Let me repeat, and then have done with this argument: the people who go to moving pictures would not, had there been no moving pictures, have been going to see Hamlet. They would have been going to see The Queen of the Opium Ring; they would have been reading Ten Buckets of Blood or The Applewoman’s Revenge, or they would have been walking the streets with an eye out for personal adventure. The corruptible ones, I mean. The hardworked mothers of families — who are a large part of movie audiences in small towns — would have been sitting at home inventing, for sheer emptiness and weariness of mind, bitter little scandals about their neighbors. The men would have been — we have all been told — in the wicked, wicked corner saloon. We must get it firmly fixed in our minds that the movies represent a step up, not a step down, in popular amusement. Of course, you may be fancying that all these people, if deprived of movies, would be attending university extension lectures. But, if so, I think you are quite wrong.

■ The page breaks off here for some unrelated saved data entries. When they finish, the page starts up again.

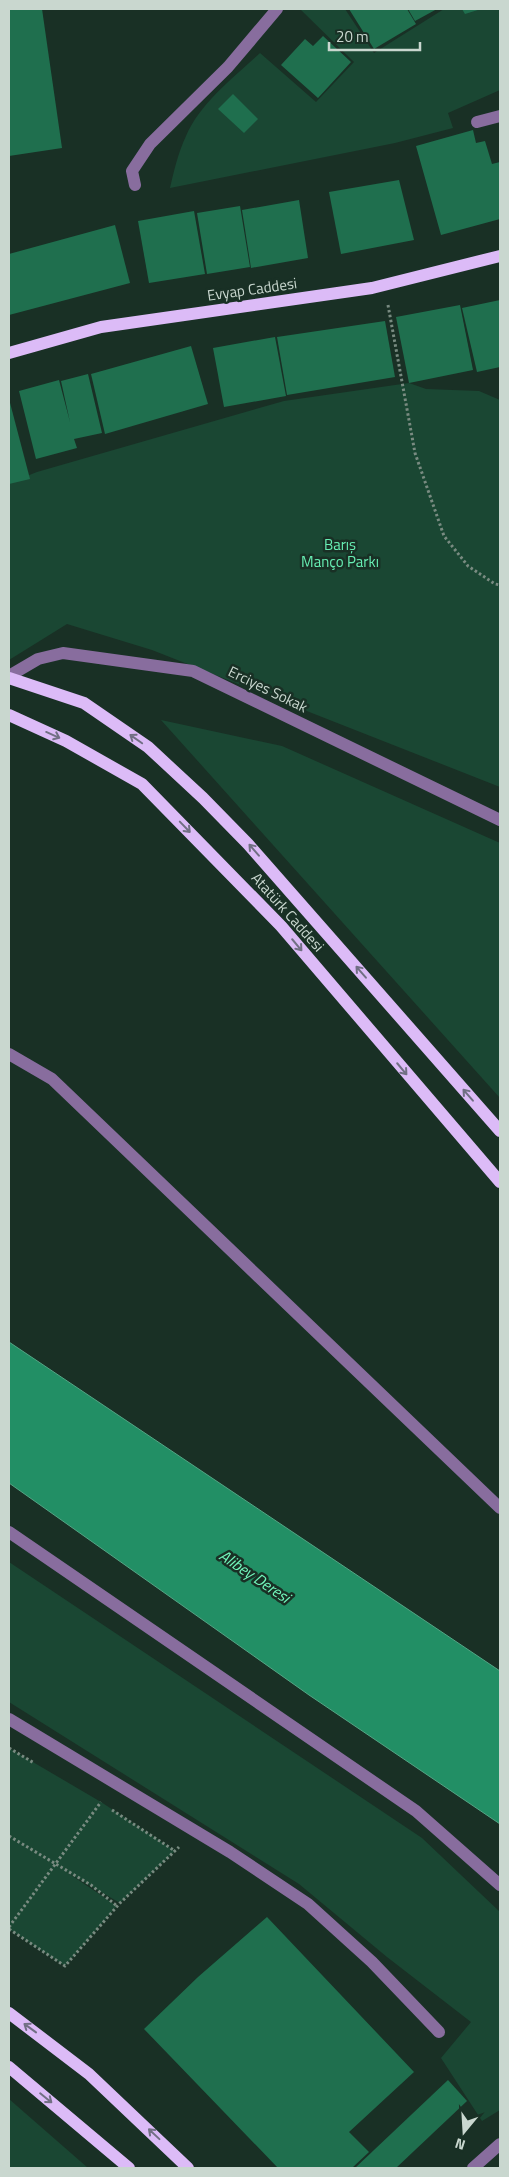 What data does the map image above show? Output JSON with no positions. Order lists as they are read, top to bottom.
{
  "streets": {
    "main road": ["Evyap Caddesi", "Atatürk Caddesi"],
    "street": ["Erciyes Sokak"]
  },
  "crossings": [
    ["Erciyes Sokak", "Atatürk Caddesi"]
  ],
  "water": ["Alibey Deresi"],
  "parks": ["Barış Manço Parkı"],
  "scale_bar": "20 m",
  "north": "bottom"
} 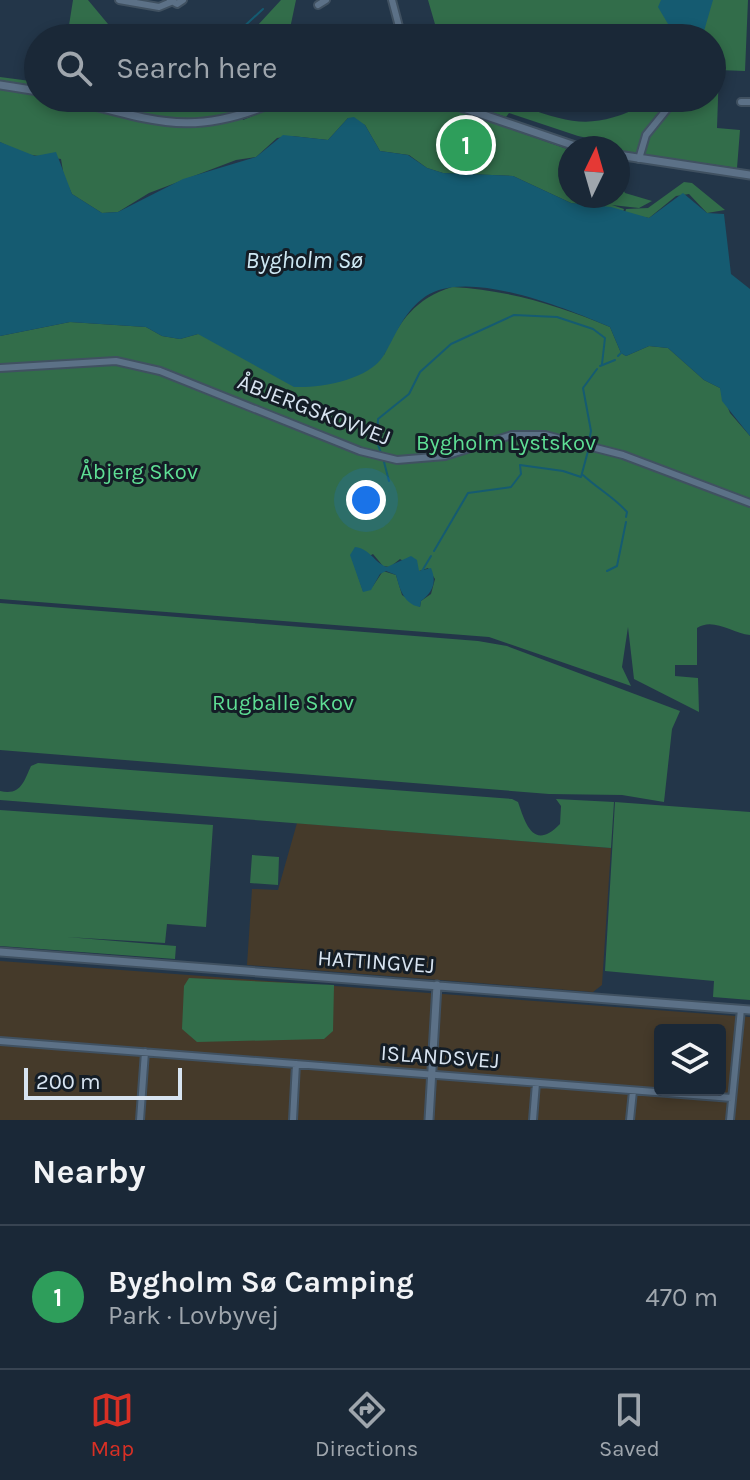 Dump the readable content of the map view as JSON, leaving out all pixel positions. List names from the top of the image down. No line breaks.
{"streets":{"street":["ÅBJERGSKOVVEJ","HATTINGVEJ","ISLANDSVEJ"]},"water":["Bygholm Sø"],"parks":["Bygholm Lystskov","Åbjerg Skov","Rugballe Skov"],"scale_bar":"200 m","north":"top","page":{"search":"Search here","pins":"1","scale":"200 m","heading":"Nearby","list":[{"mark":"1","name":"Bygholm Sø Camping","note":"Park · Lovbyvej","value":"470 m"}],"nav":["Map","Directions","Saved"]}} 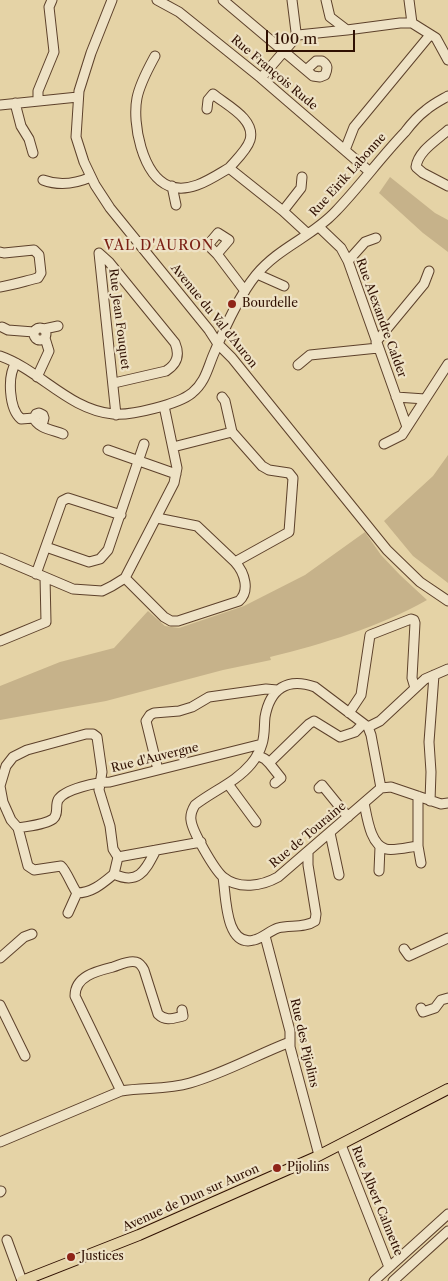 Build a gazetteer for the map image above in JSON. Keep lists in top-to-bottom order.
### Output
{
  "streets": {
    "main road": ["Avenue de Dun sur Auron"],
    "street": [
      "Rue François Rude",
      "Rue Eirik Labonne",
      "Avenue du Val d'Auron",
      "Rue Alexandre Calder",
      "Rue Jean Fouquet",
      "Rue d'Auvergne",
      "Rue de Touraine",
      "Rue des Pijolins",
      "Rue Albert Calmette"
    ]
  },
  "crossings": [
    ["Rue François Rude", "Rue Eirik Labonne"],
    ["Rue Eirik Labonne", "Avenue du Val d'Auron"],
    ["Rue Eirik Labonne", "Rue Alexandre Calder"],
    ["Rue Eirik Labonne", "Rue Jean Fouquet"],
    ["Rue des Pijolins", "Avenue de Dun sur Auron"],
    ["Avenue de Dun sur Auron", "Rue Albert Calmette"]
  ],
  "districts": ["VAL D'AURON"],
  "places": ["Bourdelle", "Pijolins", "Justices"],
  "scale_bar": "100 m"
} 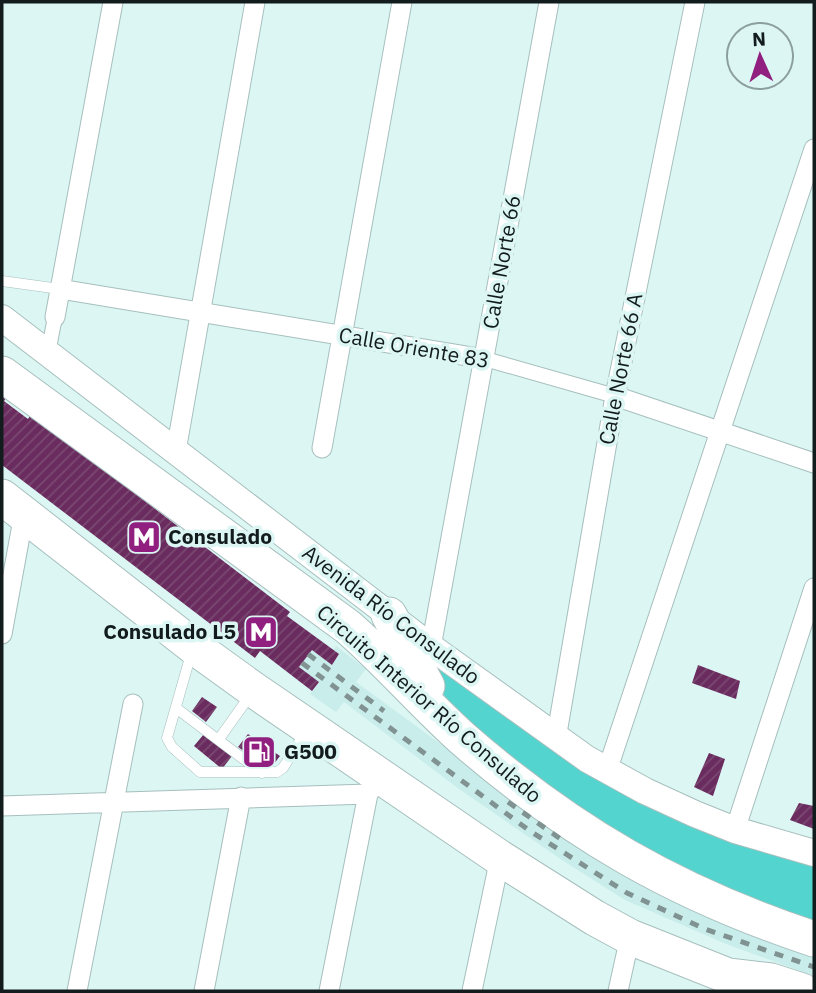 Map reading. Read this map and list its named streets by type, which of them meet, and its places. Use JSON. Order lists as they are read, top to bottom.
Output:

The question of the very young, I admit, remains. There is no doubt that too many children go to the movies too frequently. In well-run theatres they are not admitted unless accompanied by an older person; but the necessary escort is usually forthcoming. Babes in arms, I know, are frequent spectators at the theatre I occasionally go to. I suppose it will not particularly hurt the babes in arms: the theatre is better ventilated, probably, than their own homes. The boys and girls from eight to sixteen are the real problem. Even so, I should want to be very sure how their parents would otherwise provide for their leisure, before I condemned this particular way. I do think that, for those of us who are trying to bring up our children sanely and wisely, the movies are an obstacle, especially in a small town where the posters are flamboyant and unavoidable. The children beg to go. You can deal with the circus and the Hippodrome — things that have to be succumbed to only once a year. But with three different matinées a week, all the twelve months, it is harder. Every now and then there is a picture that they may as well see: something spectacular in the right sense, traveland-animal things, Alice in Wonderland or Treasure Island. When once they have been, they want to go again. But that is up to the careful parent.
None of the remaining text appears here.